By the way, this is the property that enabled the famous levitating frog experiment that earned researchers Andre Geim and Michael Berry the 2000 Ig Nobel Prize.
Micron- and nanoscale objects also can be made to levitate with optical traps or optical tweezers. Typically applied in mass spectrometry to analyze chemical compositions of substances, optical traps create a specifically configured electric field, inside which charged microparticles will levitate and move along the trap’s axis. Optical tweezers function thanks to a luminous flux with an impulse: when it changes direction, a corresponding recoil impulse occurs and hinders the movement of a microparticle, as if holding it in the air. With this device, biologists can manipulate various types of cells and molecules.
Finally, we have to talk about controlling energy.
Electrokinesis is the superpower that makes its owner capable of generating electricity and lightning. In some way, physicists have claimed it when they invented wireless power transfer (WPT). Today, it is already used to charge electric toothbrushes, smartphones, laptops, and smart home sensors, as well as transmit energy to satellites.
Read also:
Going Wireless: Businesses Discuss Advances in Energy Tech
All About ITMO Researchers’ Latest Advances in Wireless Power Transfer
ITMO physicists, too, develop WPT technologies. In 2021, they created a perovskite-based glowing chess set powered by a transmitter in its board. In 2023, researchers from ITMO’s School of Physics and Engineering collaborated with charging systems manufacturer Yablochkov to present Russia’s first wireless electric car charger.
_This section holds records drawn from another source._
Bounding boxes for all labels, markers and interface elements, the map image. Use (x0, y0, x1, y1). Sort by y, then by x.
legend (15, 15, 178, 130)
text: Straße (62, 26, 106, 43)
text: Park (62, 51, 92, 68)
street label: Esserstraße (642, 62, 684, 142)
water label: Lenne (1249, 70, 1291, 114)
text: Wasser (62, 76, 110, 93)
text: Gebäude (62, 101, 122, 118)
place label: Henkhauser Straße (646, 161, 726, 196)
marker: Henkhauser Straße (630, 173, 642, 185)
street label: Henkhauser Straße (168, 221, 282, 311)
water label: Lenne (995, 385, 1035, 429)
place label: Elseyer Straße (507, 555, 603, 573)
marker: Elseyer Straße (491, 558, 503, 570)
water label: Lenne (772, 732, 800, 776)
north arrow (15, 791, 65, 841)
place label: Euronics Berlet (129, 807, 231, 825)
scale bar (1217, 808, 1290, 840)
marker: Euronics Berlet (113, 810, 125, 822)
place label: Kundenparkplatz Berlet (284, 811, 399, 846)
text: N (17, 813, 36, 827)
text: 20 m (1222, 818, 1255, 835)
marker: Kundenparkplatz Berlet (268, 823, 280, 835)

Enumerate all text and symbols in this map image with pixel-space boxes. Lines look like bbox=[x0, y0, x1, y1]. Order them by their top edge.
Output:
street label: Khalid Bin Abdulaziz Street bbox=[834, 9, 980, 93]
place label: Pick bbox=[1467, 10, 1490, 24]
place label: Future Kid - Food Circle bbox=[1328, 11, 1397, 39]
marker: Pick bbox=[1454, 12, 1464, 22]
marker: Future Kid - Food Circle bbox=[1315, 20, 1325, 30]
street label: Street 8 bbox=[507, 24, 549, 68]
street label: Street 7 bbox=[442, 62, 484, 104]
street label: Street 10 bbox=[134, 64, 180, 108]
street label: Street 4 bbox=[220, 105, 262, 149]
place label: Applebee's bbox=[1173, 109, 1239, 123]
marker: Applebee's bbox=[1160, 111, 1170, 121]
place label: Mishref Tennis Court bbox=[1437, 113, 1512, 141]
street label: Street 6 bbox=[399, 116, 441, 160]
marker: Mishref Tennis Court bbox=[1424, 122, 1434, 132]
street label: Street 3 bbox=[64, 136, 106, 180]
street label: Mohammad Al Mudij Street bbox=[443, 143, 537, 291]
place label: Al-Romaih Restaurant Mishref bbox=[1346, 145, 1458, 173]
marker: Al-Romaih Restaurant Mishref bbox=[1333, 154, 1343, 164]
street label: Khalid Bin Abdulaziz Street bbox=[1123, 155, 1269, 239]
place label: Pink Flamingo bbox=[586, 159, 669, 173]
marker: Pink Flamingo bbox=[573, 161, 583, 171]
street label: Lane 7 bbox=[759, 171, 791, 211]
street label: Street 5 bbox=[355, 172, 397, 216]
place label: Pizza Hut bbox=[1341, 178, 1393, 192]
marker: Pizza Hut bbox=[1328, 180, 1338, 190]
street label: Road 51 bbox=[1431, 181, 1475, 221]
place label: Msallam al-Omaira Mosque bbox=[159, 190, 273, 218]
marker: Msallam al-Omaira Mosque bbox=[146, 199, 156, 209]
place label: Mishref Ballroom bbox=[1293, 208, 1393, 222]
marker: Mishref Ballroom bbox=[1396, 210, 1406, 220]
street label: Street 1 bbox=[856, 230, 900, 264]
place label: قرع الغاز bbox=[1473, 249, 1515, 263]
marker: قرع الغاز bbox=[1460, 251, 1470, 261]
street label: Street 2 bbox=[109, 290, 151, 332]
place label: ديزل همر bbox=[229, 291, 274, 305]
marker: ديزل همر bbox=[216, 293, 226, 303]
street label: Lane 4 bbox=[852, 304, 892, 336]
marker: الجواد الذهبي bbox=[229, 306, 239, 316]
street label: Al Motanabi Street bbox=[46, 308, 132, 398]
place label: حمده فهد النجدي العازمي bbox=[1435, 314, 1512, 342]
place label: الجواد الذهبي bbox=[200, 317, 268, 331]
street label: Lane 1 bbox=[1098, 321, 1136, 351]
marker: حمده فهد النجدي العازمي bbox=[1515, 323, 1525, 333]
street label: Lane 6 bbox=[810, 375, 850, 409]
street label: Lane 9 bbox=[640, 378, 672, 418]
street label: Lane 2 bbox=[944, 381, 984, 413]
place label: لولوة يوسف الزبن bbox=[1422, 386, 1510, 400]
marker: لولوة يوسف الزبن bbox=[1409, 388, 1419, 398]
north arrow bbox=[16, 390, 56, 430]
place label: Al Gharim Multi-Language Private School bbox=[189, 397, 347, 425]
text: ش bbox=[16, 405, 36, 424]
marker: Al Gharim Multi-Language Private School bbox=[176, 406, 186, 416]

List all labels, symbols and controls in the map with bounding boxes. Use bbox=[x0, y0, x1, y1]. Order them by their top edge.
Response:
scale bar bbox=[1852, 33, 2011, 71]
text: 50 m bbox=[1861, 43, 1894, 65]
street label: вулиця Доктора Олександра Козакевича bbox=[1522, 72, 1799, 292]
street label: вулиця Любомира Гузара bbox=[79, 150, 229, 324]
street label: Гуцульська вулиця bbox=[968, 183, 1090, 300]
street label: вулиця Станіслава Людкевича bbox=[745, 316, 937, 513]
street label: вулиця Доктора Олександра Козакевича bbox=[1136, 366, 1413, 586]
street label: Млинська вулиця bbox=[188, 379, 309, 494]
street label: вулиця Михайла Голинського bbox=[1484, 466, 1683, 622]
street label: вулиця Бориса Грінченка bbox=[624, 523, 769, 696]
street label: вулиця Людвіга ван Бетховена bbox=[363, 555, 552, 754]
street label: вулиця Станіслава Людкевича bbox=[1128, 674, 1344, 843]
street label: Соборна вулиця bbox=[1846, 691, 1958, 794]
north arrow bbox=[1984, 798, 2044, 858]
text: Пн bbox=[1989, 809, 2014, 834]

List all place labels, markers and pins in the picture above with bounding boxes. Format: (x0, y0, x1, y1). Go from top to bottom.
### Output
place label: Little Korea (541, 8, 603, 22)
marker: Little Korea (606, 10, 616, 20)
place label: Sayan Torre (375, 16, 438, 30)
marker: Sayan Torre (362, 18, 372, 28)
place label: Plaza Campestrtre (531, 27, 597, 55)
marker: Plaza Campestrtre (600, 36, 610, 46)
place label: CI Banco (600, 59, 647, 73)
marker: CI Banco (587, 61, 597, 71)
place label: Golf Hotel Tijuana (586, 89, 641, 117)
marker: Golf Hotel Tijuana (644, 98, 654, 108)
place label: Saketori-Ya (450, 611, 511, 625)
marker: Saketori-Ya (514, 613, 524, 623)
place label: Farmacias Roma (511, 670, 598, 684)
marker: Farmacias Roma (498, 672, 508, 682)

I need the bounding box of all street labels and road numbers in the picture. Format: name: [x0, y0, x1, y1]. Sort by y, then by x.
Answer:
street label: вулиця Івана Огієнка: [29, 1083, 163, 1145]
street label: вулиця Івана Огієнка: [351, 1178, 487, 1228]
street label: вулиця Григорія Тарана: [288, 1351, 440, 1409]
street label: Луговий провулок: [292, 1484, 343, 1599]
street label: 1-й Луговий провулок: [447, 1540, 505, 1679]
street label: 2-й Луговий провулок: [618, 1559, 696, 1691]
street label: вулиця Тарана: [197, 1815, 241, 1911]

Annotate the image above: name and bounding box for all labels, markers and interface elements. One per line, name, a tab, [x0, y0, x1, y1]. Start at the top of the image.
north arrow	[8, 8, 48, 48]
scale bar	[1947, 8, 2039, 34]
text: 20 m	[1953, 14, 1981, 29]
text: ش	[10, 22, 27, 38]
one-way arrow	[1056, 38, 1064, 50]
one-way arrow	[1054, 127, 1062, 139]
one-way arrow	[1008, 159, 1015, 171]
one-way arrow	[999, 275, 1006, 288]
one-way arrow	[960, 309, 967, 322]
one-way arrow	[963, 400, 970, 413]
These days, the researchers are developing a WPT room – a safe space where it would be possible to wirelessly charge smartphones, laptops, VR sets, and other devices. On the way to this grand design, the team has already developed a new generation of wireless chargers: a box with a uniformly distributed magnetic field where you can charge more than three devices simultaneously.
This article is based on the talk about superpowers given by Pavel Belov at the Mayakovsky Central Public Library on October 22. It was held as part of a sci-fi talk series co-organized by ITMO’s School of Physics and Engineering and the Mayakovsky Central Public Library.